Sara Maldonado Fuentes (born March 10, 1980) is a Mexican actress, better known for her role as Lorena Alvarez from El juego de la vida, which was her first main role and her first telenovela. After this, she was the protagonist in other teenage soap operas like Clase 406 and Corazones al límite. She is also known as Camelia Pineda "La Texana" from Camelia la Texana and other main roles.

Biography 
Maldonado was born in Xalapa, Veracruz, Mexico to parents Sara Fuentes and Mario Maldonado. She has two older brothers, Mario and Jesús, and one sister, Fabiola. She studied acting at the Centro de Educación Artística of Televisa for two years. In 2004, Maldonado also studied English and acting while residing in Vancouver, British Columbia, Canada.
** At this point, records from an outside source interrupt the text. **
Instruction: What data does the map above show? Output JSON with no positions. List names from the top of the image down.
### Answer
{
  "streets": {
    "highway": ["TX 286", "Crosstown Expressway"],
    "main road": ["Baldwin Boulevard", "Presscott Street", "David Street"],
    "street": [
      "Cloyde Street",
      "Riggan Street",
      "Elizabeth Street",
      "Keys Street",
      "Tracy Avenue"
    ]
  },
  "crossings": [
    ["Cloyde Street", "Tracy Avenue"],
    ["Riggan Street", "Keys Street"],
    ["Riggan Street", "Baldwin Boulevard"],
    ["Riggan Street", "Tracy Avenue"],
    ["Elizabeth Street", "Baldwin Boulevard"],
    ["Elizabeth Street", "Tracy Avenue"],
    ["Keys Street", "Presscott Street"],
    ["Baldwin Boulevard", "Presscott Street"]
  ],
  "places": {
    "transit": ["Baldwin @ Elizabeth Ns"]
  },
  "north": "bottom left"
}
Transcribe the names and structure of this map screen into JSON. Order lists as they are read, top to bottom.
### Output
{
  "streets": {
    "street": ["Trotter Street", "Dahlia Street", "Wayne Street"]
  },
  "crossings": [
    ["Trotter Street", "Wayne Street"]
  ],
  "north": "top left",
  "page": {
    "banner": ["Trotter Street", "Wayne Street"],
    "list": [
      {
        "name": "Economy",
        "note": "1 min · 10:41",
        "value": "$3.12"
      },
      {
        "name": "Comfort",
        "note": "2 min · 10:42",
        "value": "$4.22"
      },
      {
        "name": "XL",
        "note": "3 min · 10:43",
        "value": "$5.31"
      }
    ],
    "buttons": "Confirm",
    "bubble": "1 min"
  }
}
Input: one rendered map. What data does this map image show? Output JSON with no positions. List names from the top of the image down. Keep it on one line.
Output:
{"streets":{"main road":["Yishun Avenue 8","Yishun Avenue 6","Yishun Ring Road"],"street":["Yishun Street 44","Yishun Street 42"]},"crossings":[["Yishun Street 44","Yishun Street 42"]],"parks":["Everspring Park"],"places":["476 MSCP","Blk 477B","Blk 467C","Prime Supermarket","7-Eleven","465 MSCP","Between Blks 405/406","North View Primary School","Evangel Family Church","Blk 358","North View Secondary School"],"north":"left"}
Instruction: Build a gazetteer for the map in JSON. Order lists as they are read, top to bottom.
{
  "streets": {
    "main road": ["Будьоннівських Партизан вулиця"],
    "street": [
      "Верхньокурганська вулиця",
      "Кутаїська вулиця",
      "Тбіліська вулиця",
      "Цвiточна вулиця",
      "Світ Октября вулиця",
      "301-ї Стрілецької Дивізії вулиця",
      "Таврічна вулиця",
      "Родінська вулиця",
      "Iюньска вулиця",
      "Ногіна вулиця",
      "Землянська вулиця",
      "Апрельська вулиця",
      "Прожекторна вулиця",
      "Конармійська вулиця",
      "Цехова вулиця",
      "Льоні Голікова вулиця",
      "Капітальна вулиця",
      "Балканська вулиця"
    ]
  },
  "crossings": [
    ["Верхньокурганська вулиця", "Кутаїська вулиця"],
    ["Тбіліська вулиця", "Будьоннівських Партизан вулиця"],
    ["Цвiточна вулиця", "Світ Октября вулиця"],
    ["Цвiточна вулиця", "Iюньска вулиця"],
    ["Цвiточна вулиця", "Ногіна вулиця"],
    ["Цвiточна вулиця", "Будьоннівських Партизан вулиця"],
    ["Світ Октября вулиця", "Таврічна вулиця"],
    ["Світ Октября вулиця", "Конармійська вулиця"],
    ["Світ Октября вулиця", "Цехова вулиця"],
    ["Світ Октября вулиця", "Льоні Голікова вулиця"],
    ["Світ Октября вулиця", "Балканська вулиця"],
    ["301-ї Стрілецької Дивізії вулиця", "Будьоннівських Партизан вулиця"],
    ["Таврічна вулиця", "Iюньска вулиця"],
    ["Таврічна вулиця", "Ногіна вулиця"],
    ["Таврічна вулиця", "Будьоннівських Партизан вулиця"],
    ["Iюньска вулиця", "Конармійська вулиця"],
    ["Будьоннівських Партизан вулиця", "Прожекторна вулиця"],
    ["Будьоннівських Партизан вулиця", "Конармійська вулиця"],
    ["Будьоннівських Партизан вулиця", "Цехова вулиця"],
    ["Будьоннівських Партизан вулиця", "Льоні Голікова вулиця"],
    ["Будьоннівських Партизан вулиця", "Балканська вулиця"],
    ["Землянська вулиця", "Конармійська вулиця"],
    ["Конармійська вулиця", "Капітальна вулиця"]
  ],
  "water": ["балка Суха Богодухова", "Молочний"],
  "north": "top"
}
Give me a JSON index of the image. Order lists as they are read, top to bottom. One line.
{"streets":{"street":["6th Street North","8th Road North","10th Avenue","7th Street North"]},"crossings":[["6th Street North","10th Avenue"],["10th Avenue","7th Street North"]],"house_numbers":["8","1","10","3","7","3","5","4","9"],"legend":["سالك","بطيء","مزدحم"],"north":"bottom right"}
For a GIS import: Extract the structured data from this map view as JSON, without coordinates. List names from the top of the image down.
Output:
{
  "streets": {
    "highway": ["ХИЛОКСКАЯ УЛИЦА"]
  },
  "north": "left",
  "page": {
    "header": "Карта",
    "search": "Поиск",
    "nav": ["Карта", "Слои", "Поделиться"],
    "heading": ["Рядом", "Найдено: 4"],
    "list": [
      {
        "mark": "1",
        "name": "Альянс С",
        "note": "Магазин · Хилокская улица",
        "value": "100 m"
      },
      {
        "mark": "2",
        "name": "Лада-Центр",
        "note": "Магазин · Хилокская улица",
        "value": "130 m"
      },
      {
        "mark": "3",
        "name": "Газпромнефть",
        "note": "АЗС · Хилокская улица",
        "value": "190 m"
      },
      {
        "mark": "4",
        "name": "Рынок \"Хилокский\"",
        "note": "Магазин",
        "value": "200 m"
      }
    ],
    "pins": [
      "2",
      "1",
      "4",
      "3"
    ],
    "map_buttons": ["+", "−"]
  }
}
She participated in the Mexican beauty contest "El Rostro del Heraldo", which was organized by newspaper El Heraldo de México, and won first place.

Career 
Maldonado made her acting debut as the protagonist in the Televisa telenovela El juego de la vida (2001) as the role of Lorena "Lore" Alvarez. From 2002 to 2003, she starred in the teen telenovela hit Clase 406 as Tatiana "Tatis" del Moral. In April 2004, she was chosen again to the leading role as Diana Antillón de la Reguera in the Televisa telenovela Corazones al límite. She played the role as Paulina Cervantes Bravo in another Televisa telenovela Mundo de fieras. In 2008, she played the lead role as Aymar Lazcano Mayú in another Televisa telenovela Tormenta en el paraíso.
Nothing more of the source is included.